§ Exercise
The expected output is a copy of every line in the records with the string "bottom".
- - -
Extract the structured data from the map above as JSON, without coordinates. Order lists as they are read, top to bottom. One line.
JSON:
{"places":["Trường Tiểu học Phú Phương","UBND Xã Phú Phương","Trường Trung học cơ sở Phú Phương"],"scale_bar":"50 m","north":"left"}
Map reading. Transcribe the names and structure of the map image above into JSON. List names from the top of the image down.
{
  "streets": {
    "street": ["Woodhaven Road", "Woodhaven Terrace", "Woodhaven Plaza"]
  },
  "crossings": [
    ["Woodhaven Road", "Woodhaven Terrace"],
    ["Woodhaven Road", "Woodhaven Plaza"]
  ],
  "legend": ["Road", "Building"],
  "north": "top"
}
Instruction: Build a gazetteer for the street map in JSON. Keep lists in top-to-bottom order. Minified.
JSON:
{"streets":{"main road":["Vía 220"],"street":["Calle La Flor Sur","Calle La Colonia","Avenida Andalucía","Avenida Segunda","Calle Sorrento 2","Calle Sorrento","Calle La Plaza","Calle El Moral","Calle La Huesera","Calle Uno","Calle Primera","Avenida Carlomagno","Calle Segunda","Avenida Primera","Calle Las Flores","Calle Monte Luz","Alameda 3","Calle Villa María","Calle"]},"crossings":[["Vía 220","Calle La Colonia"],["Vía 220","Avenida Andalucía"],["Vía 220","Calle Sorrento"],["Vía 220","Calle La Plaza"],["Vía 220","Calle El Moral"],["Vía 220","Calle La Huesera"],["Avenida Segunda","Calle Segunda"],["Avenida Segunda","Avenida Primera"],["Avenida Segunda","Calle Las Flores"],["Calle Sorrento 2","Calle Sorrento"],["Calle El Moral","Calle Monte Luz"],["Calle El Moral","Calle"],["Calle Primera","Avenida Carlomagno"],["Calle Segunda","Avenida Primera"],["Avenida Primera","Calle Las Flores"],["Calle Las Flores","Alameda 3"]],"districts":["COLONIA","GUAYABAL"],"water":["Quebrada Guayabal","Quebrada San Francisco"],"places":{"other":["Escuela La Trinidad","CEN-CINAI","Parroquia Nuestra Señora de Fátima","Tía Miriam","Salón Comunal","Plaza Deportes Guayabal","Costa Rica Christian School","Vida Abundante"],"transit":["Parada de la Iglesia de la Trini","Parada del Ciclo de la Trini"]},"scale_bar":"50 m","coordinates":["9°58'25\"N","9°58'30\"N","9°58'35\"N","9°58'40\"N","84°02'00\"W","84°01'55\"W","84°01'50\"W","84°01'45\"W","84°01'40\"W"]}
- - -
§ Exercise result
Extract the structured data from the map above as JSON, without coordinates. Order lists as they are read, top to bottom. One line.
Instruction: Build a gazetteer for the street map in JSON. Keep lists in top-to-bottom order. Minified.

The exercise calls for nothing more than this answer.